I had two proposal that are different:

bjfiedler commented 4 years ago

I think I would profit from a custom_target_generator. Additionally, I'd love to see two points for this new kind of generators:

My meson files contain a lot of sections with a specific pattern. I have compressed it here to a MWE. It basically should process some source files with a custom program (in this case cp) generating some intermediate files and then process the intermediate files again with a custom program (in this case sed) to generate the end result (v_targets). In my real use case cp is a clang -emit-llvm and the sed a transpiler (configurable to different variants) that works on the IR code. After that another set of working steps comes: Compile and link the IR code to executables in different architectures and run statistics.

In the MWE I first write the solution with custom_targets (which works, but results in a lot of copy-pasted code) and after that the solution with generators that would be desirable but not possible at the moment.

project('testproj', 'c',
  version : '0.1',
  default_options : ['warning_level=3'])

#### global configurations (done at the main meson file)
## just some dummy data for MWE
flags_x = ['--expression=s/^/x/']
flags_y = ['--expression=s/a/a__y/']
flags_z = ['--expression=s/b/b_z_z_b/']

cp = find_program('cp')
my_generator_cmd = [cp, '@INPUT@', '@OUTPUT@']
my_generatorflags = []

sed = find_program('sed')
other_generator = [sed, '@INPUT@']

## define some generator as generic recipes to invoke cp and sed
## Later, they are specialized with extra flags.

my_generator_gen = generator(cp,
                             arguments:['@INPUT@', '@OUTPUT@']
                                       + my_generatorflags,
                             depfile: '@PLAINNAME@.dep',
                             output: '@PLAINNAME@',
                            )
other_generator_gen = generator(sed,
                                arguments: ['@EXTRA_ARGS', '@INPUT@'],
                                # just no conflict in depfile and
                                # output because generators rebuilds
                                # on each use
                                depfile: '@PLAINNAME@.dep',
                                output: '@PLAINNAME@',
                                capture: true)

#### config dependent settings.
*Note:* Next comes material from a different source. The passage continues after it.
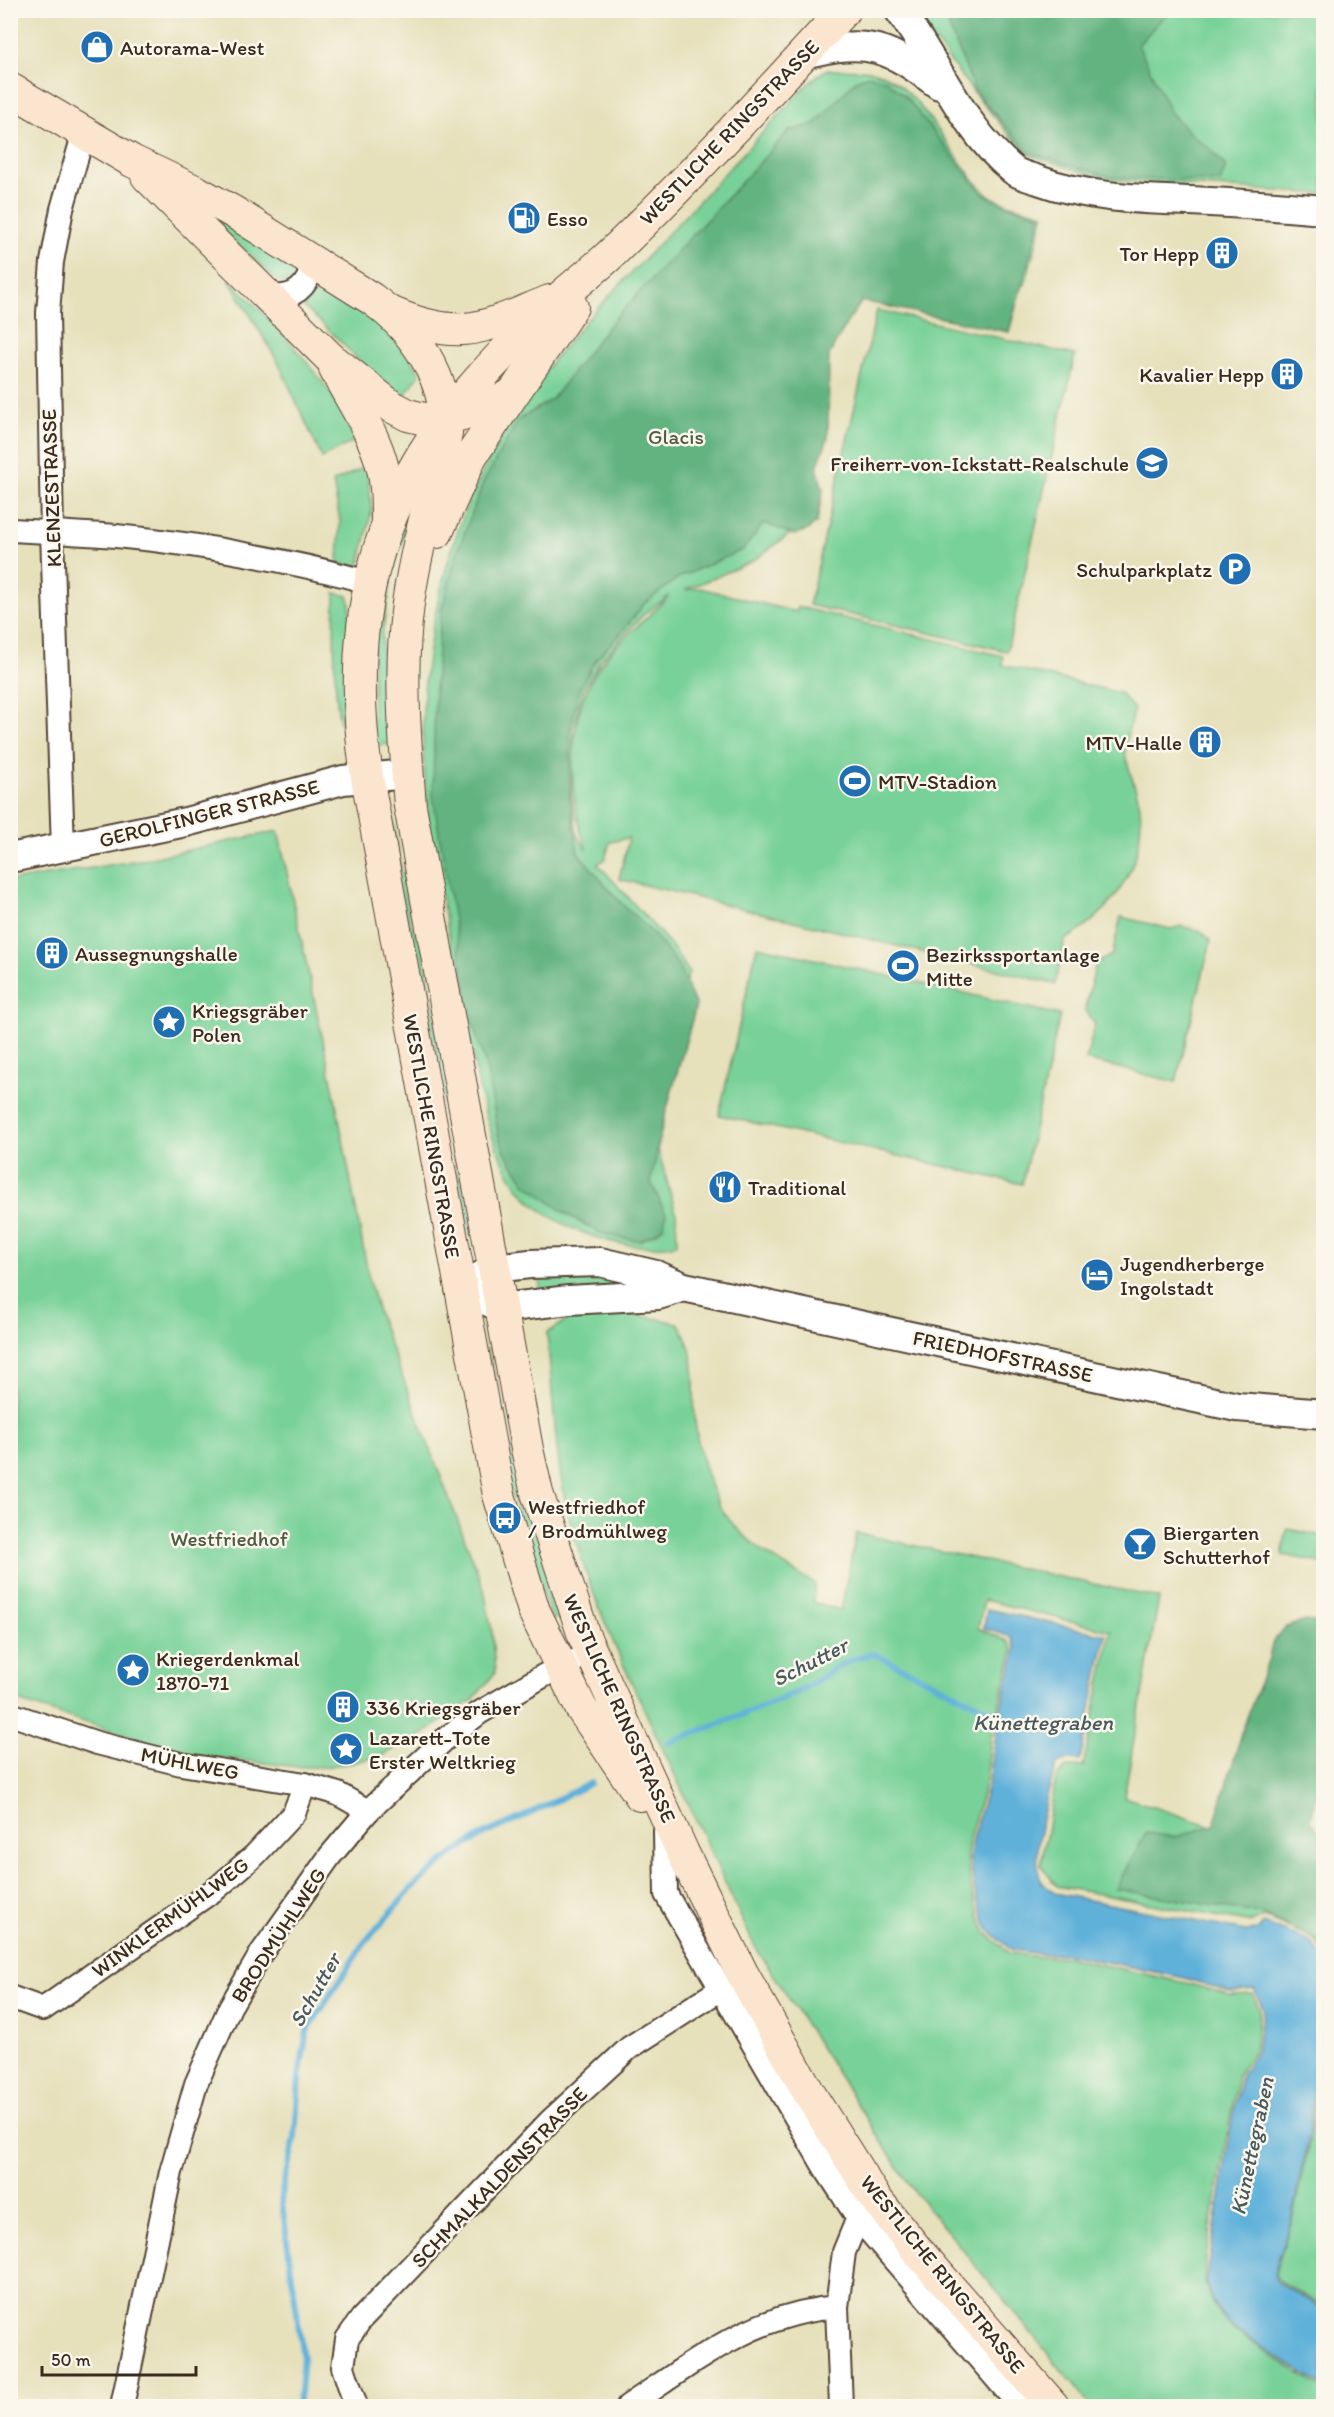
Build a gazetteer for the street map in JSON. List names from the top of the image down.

Usually this happens inside a subdir() with
#### conditional evaluation based on get_option
## Ideally, I need two subdir runs: One to collect information (set the right flags) and one to define the generators (based on the configuration).
my_generatorflags += ['--preserve']

#### here the actual processing starts

src_files = ['a', 'b', 'c']
variants = ['x', 'y', 'z']

targets = []
g_targets = []
v_targets = []
g_v_targets = []
foreach src: src_files
  name = src + '.gen'

  # first, use a custom_target
  t = custom_target(name,
                    input: src,
                    output: name, # such a thing like @CUSTOM_TARGET_NAME@ would be nice here
                    depfile: name +'.dep', # here, too
                    command: my_generator_cmd + my_generatorflags) # here my_generatorflags resole to '--preserve'
  targets += t

  # now, achieve the same thing with a generator. However, my_generatorflags does _not_ resolve to '--preserve' here.
  g_t = my_generator_gen.process(src)
  g_targets += g_t

  foreach variant: variants
    v_name = name + '.' + variant

    # again, use a custom_target
    v = custom_target(v_name,
                      input: t, # here, a custom_target output is used as (another) custom_target input
                      output: v_name,
                      depfile: v_name + '.dep',
                      capture:true,
                      command: other_generator + get_variable('flags_'+variant))
    v_targets += v

    # Now, again try to use generators instead of custom_targets
    ## not possible since a generator does not accept GeneratedListHolder as input
    # g_v_targets = other_generator_gen.process(g_t, extra_args: get_variable('flags_' + variant))

    ## not possible since generator doesn't accept CustomTargetHolder as input
    ## as reported in #3667
    # g_v_targets = other_generator_gen.process(t, extra_args: get_variable('flags_' + variant))

  endforeach
endforeach

all_variants = custom_target('some evaluation',
                             output: 'all_combined',
                             command: ['cat', '@INPUT@'],
                             # capture: true,
                             build_always_stale: true,
                             input: v_targets+g_v_targets)

Problems I'd like to show:

ailin-nemui commented 3 years ago

it would be very nice if this improved generator could also support recording of dependencies that are implicit or passed in some form in the EXTRA_ARGS without having to write a python wrapper script that outputs a depfile. In the code below, meson/ninja is unaware that changing either typemap or any of the explicitly referenced typemap files requires re-running the generator.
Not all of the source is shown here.